New directions for Intel
Reporting from the Intel Software Conference 2011, held in Dubrovnik this April and based in part on an interview with James Reinders, Director of Software Products.
Despite the undoubted importance of companies like Apple and Microsoft, it is Intel that has most influenced the history of the microcomputer. Back in 1971 it kick-started the whole industry with the first commercial microprocessor, and a decade later the 8088 processor became the basis for the IBM PC. Then in 1982 the release of the 80286 created an architecture that made the likes of Microsoft Windows possible. Since then each successive wave of Intel processors has brought us ever increasing clock speeds, effortlessly allowing our software to achieve more in less time.
But then, in 2004, Intel found itself unable to increase clock speed any further. As a result the company changed tack, realising that it could increase processing speed by doing more than one thing at a time, rather than trying to do one thing after another at ever increasing speed. However this introduced a new problem, as computer programs would only be able to take advantage of multi-core processors if they were rewritten to do so.
So ‘Think Parallel’ was born, as an annual event at which Intel could promote the cause of parallel programming. I reported from an early event held in Lisbon back in 2007 (see Think Parallel). Since then I have attended each year, culminating in the 2011 event held recently in Dubrovnik.
At the Lisbon event, Intel predicted that it would be producing processors containing four cores by the following year, and 64 cores by 2011. However, as it is, while there are server parts out there with 10 cores, even high-end desktops can only boast four-core processors.

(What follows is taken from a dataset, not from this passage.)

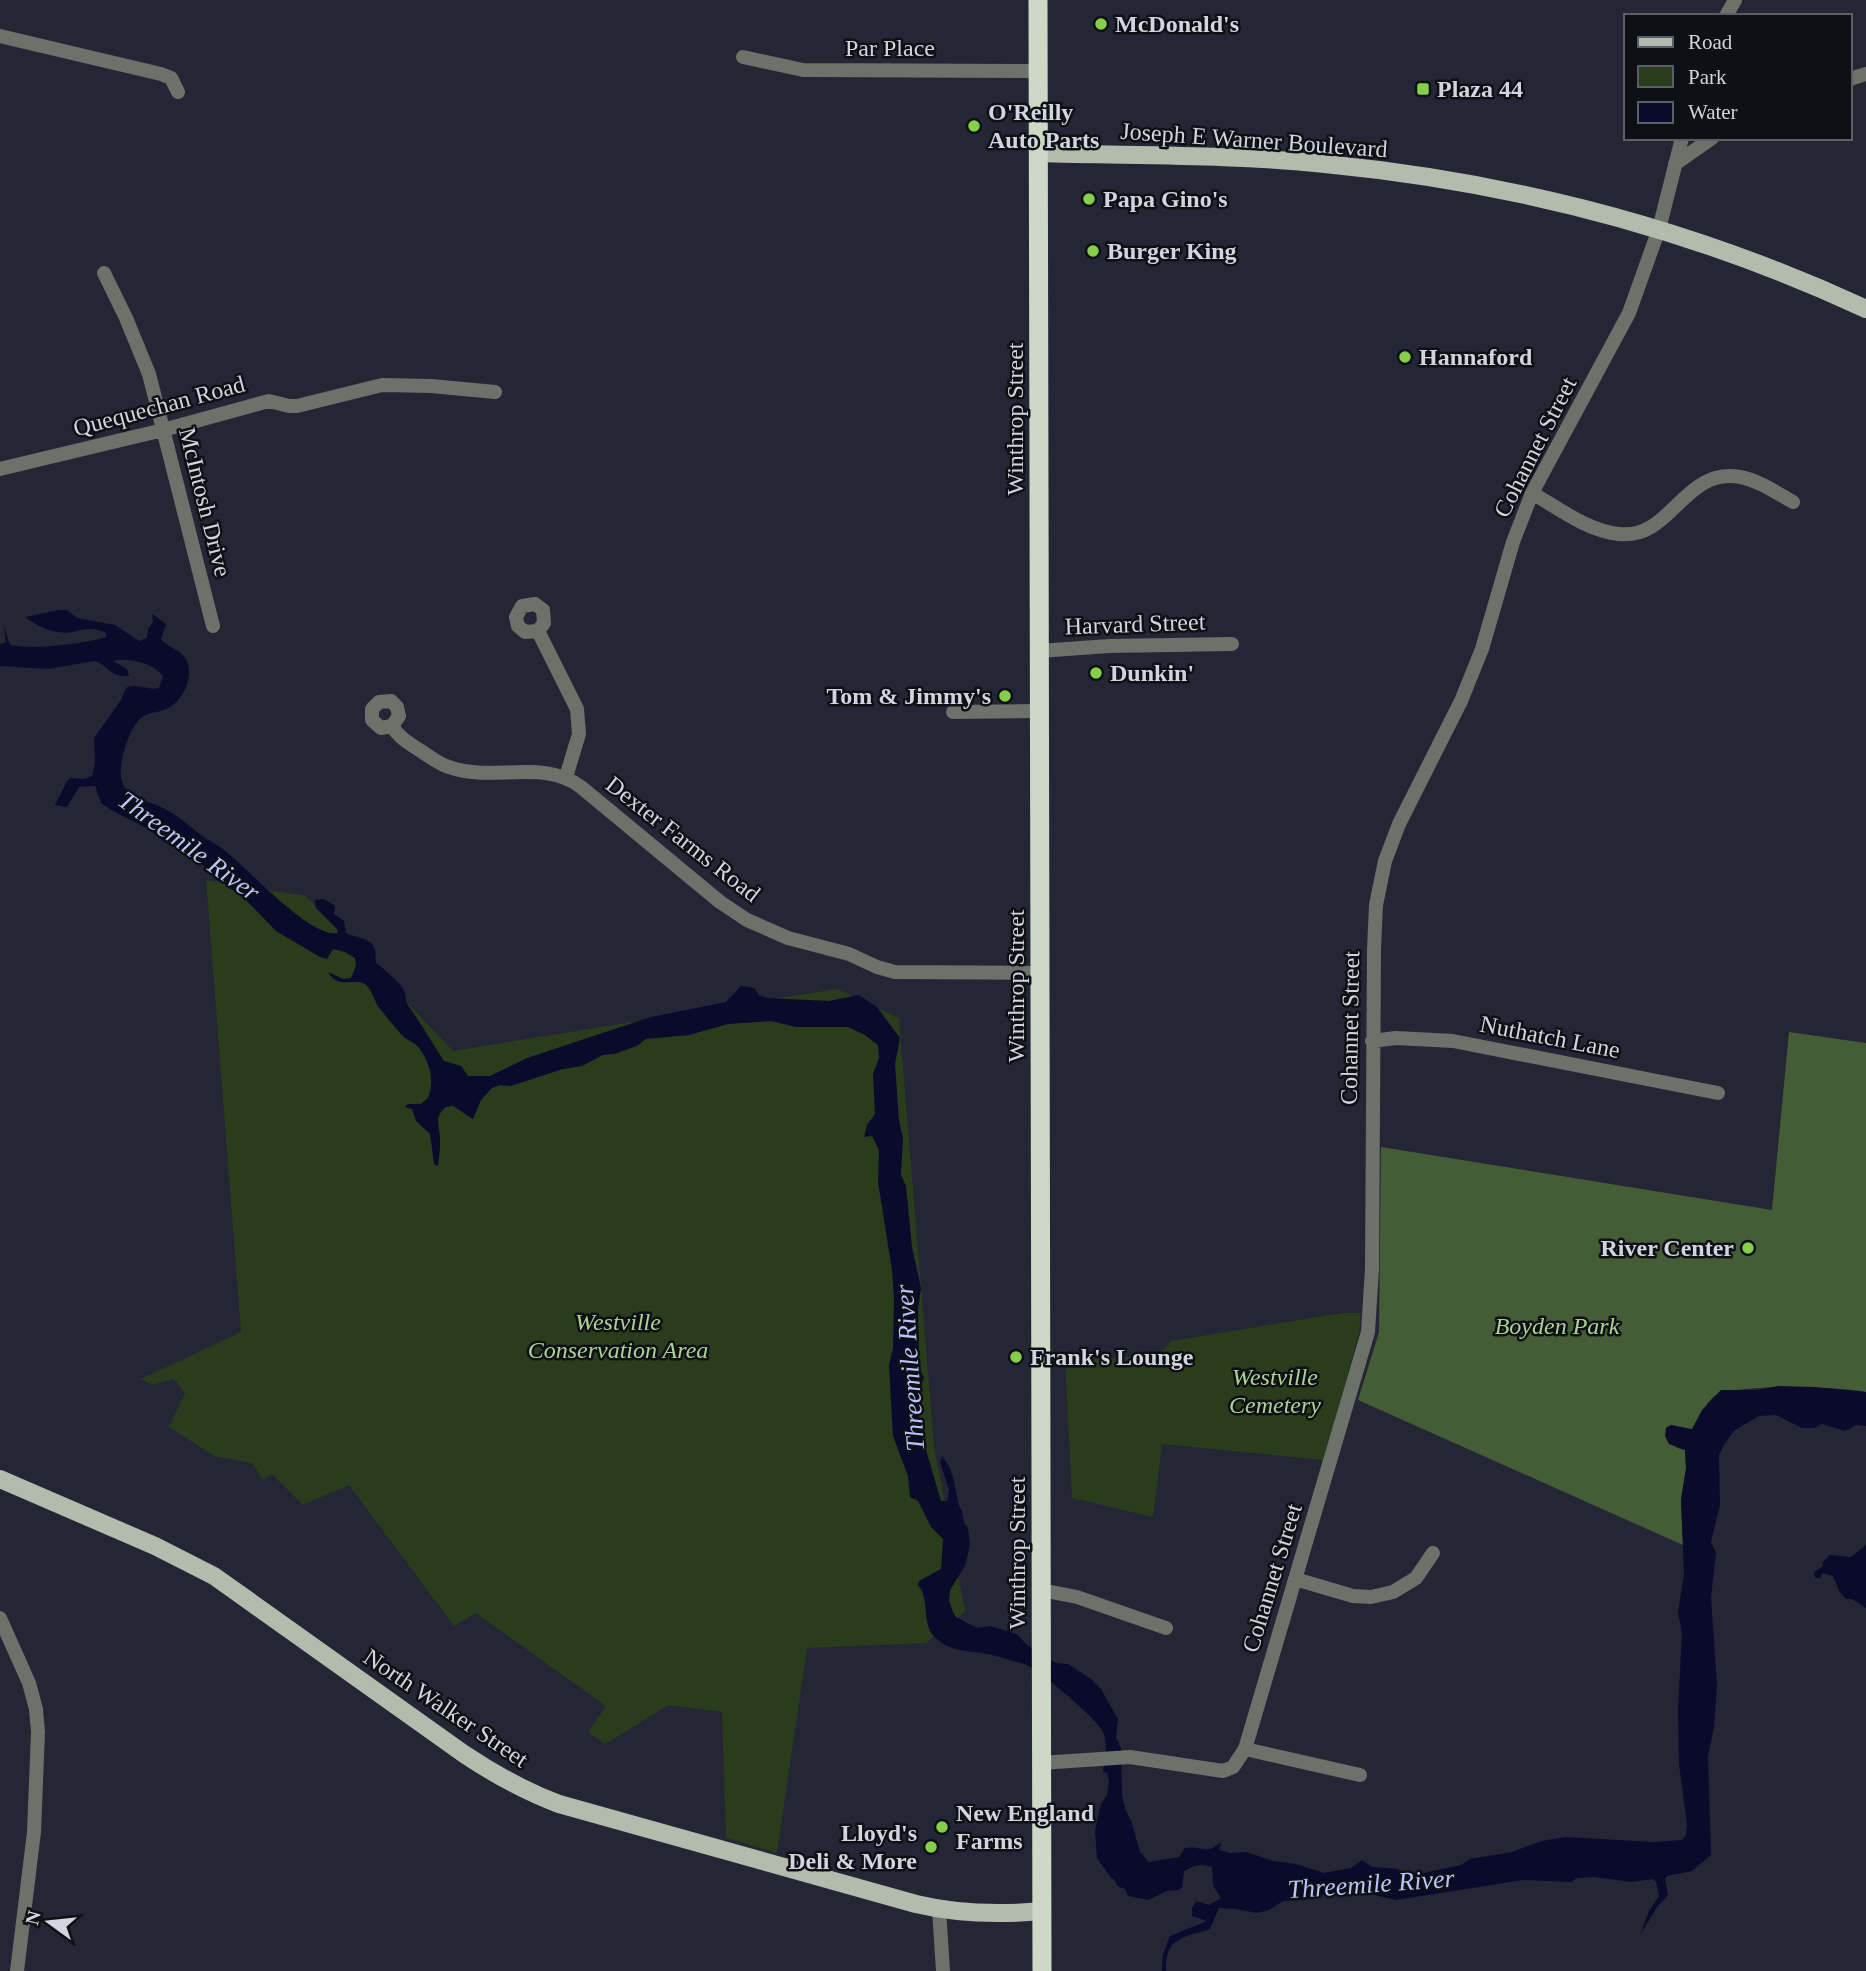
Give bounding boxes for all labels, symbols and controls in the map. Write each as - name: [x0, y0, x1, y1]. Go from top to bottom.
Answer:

Challenged on this, Reinders agreed that there had been a change of emphasis, particularly in the smartphone and tablet arena where Intel faces stiff competition from the likes of ARM. Here the most important factor has been power efficiency, which directly affects battery life. However Reinders feels that we’re getting to the point where power consumption is “good enough”, referencing a work by Clayton Christensen called The Innovator’s Dilemma which suggests that, once competing companies produce products that are all ‘good enough’ in one direction, the emphasis shifts to something else. Reinders’ argument is that the market will soon shift to performance, and that dual-core chips will become standard on mobile devices in the near future.

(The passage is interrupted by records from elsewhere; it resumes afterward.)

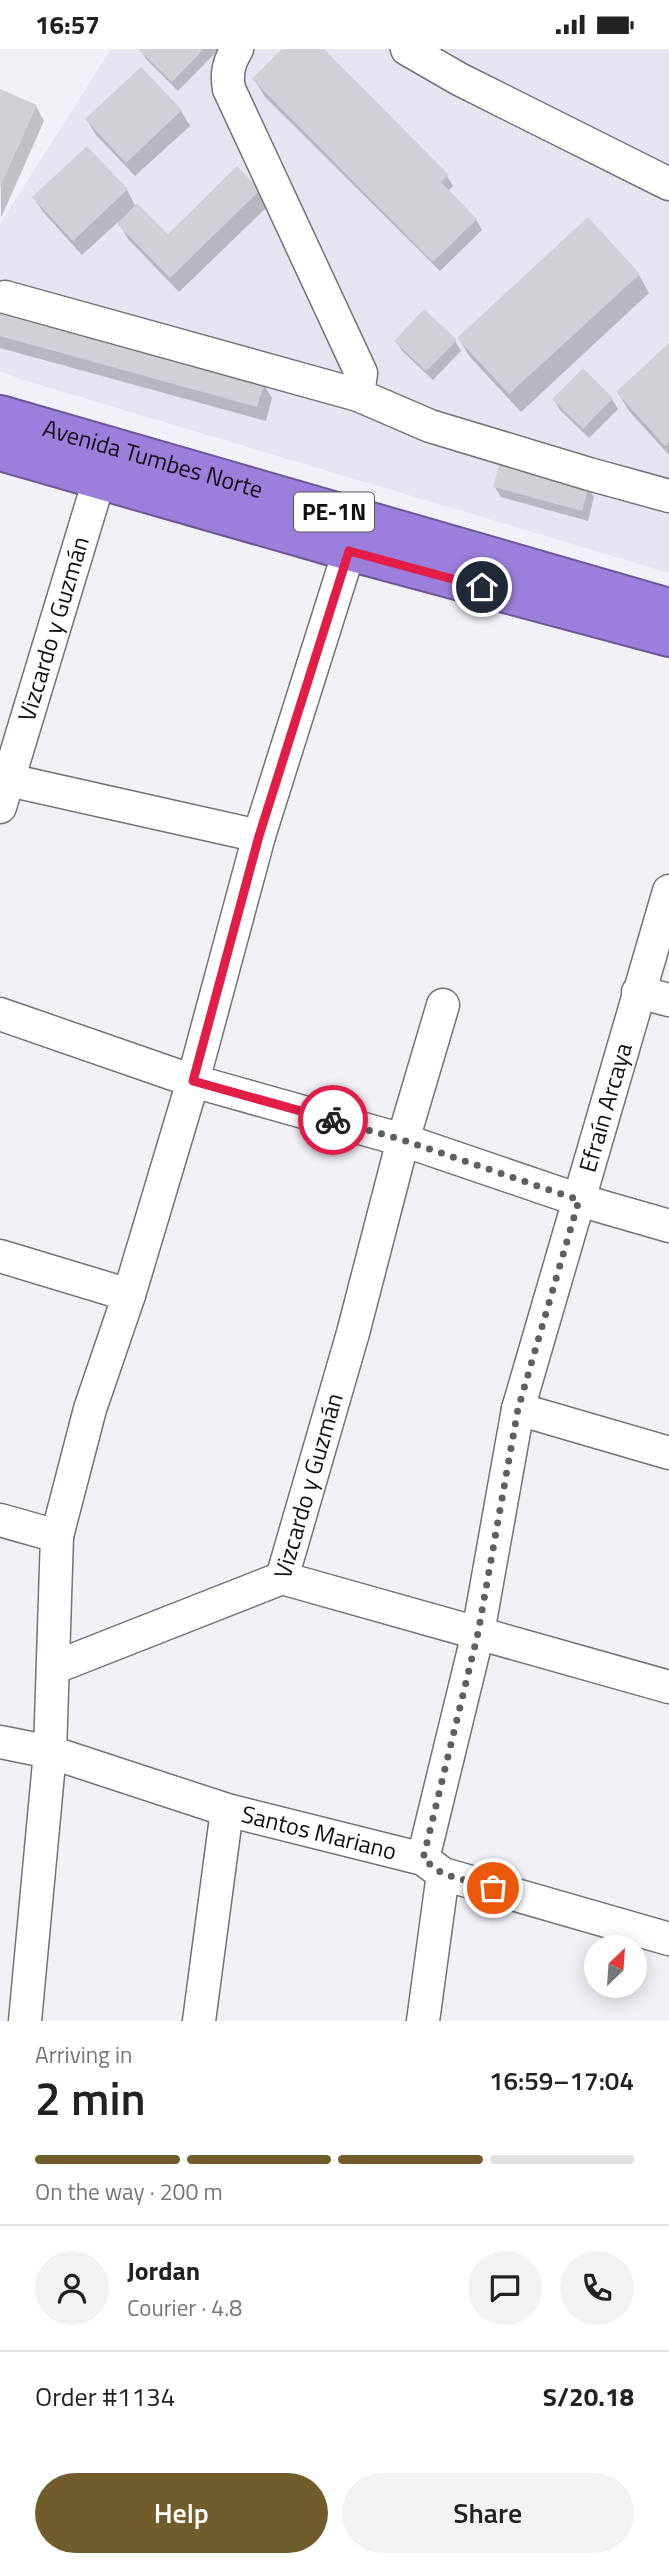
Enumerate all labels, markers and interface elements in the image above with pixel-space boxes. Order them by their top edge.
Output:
text: 16:57 [35,5,100,44]
street label: Avenida Tumbes Norte [39,409,267,507]
road number: PE-1N [294,493,374,531]
street label: Vizcardo y Guzmán [8,532,98,726]
pin [452,557,512,617]
icon: home [463,568,501,606]
street label: Efraín Arcaya [569,1038,641,1176]
courier [298,1085,368,1155]
icon: bike [314,1101,352,1139]
street label: Vizcardo y Guzmán [264,1388,352,1583]
street label: Santos Mariano [238,1795,401,1869]
pin [463,1858,523,1918]
icon: bag [474,1869,512,1907]
north arrow [584,1935,648,1999]
map controls [584,1935,647,1998]
text: Arriving in [35,2037,132,2072]
text: 16:59–17:04 [489,2061,634,2100]
text: 2 min [35,2063,146,2133]
text: On the way · 200 m [35,2174,223,2209]
button: person [35,2251,109,2325]
text: Jordan [127,2251,200,2290]
button: chat [468,2251,542,2325]
button: phone [560,2251,634,2325]
text: Courier · 4.8 [127,2290,242,2325]
text: Order #1134 [35,2377,175,2416]
text: S/20.18 [543,2377,634,2416]
button: Help [35,2473,328,2553]
button: Share [342,2473,634,2553]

Power efficiency is also an issue on the server, but another issue here is bandwidth, particularly where multiple cores all access a shared memory area within a single chip. This is not so much of a problem where there are perhaps ten cores involved, but it becomes a bottleneck as core count increases. Server workloads tend to be highly parallel so there is more pressure to increase the core count on the server than there is on the client.

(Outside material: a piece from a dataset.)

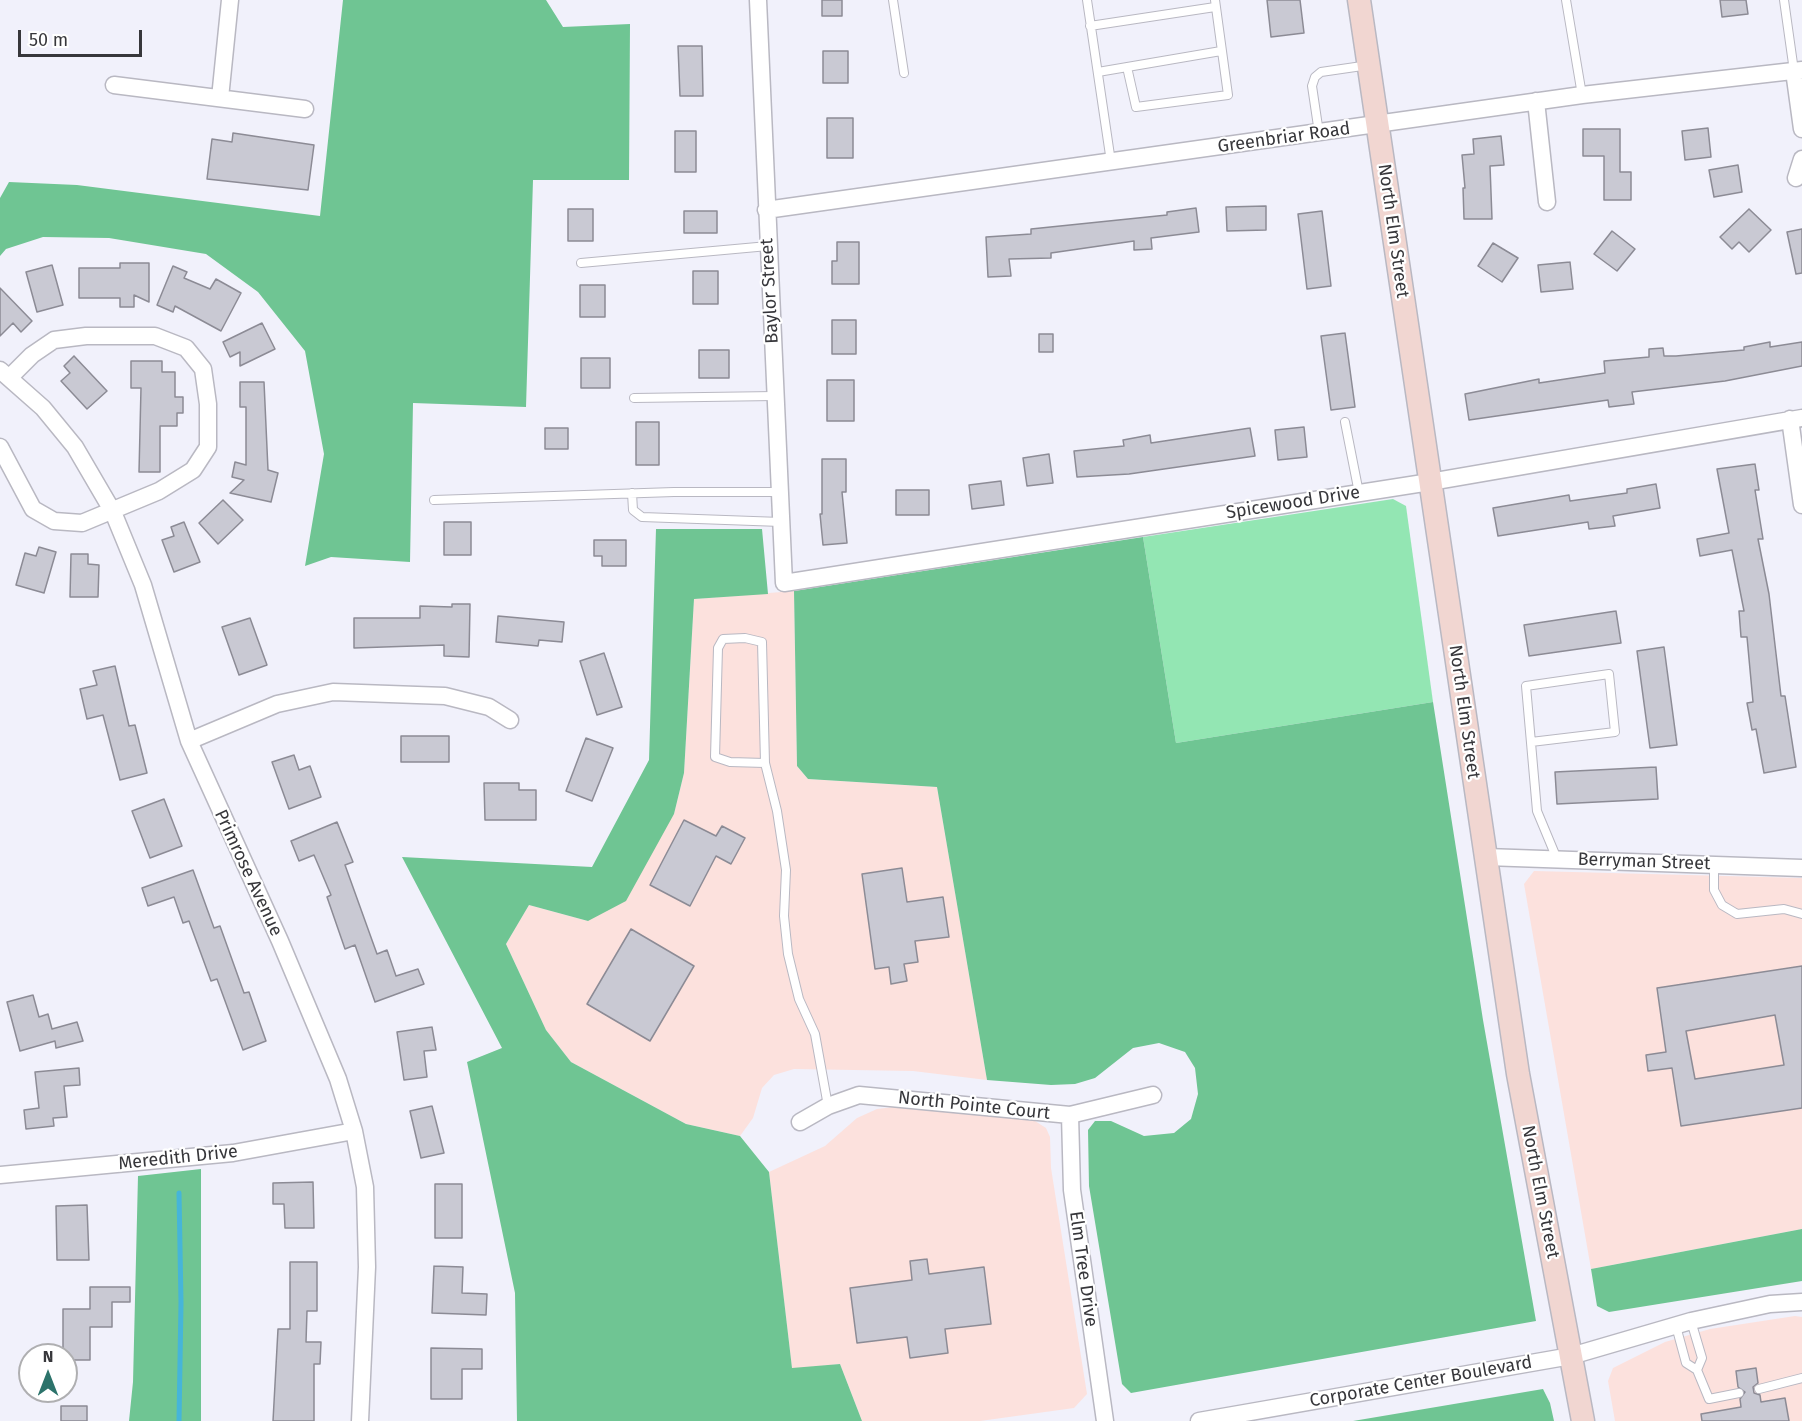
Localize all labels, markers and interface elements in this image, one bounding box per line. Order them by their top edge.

The solution came out of a project codenamed ‘Larrabee’ which was originally intended as a design for a high-end graphics processing unit (GPU). The idea behind the MIC (Many Integrated Cores) micro-architecture is to move beyond the shared bus used by current multi-core processors and instead provide something more like a network to allow more efficient transfer of data. As Reinders points out, “supercomputers that have thousands or even tens of thousands of processors don’t have a shared bus to memory – they use something more sophisticated.” Under MIC the cores do not communicate directly with memory but instead pass requests through a 512-bit bi-directional ring that is built into the chip itself.
Intel is expecting to release the first MIC-based processor, codenamed ‘Knight’s Corner’ and boasting at least 50 cores on a single chip, towards the end of 2012. Reinders went on to state, “It’s really easy for me to say that within a couple of years you’ll be able to buy machines with hundreds of cores, and they won’t be terribly expensive.” However he does expect these to be used primarily as servers: “You would buy it when you needed it – you’re not going to buy one for browsing the Web.”
The main development on the client side is the placing of a specialised graphics processing core onto the chip itself, alongside the current dual or quad processing cores. As Reinders explains: “Moore’s Law is about getting more transistors onto a chip. So far we’ve used it to add more and more cores, but it turns out that there’s more value if, instead of just building more cores, we also add a graphics capability, and there’s so many transistors now that we can make this a very sophisticated graphics processor.”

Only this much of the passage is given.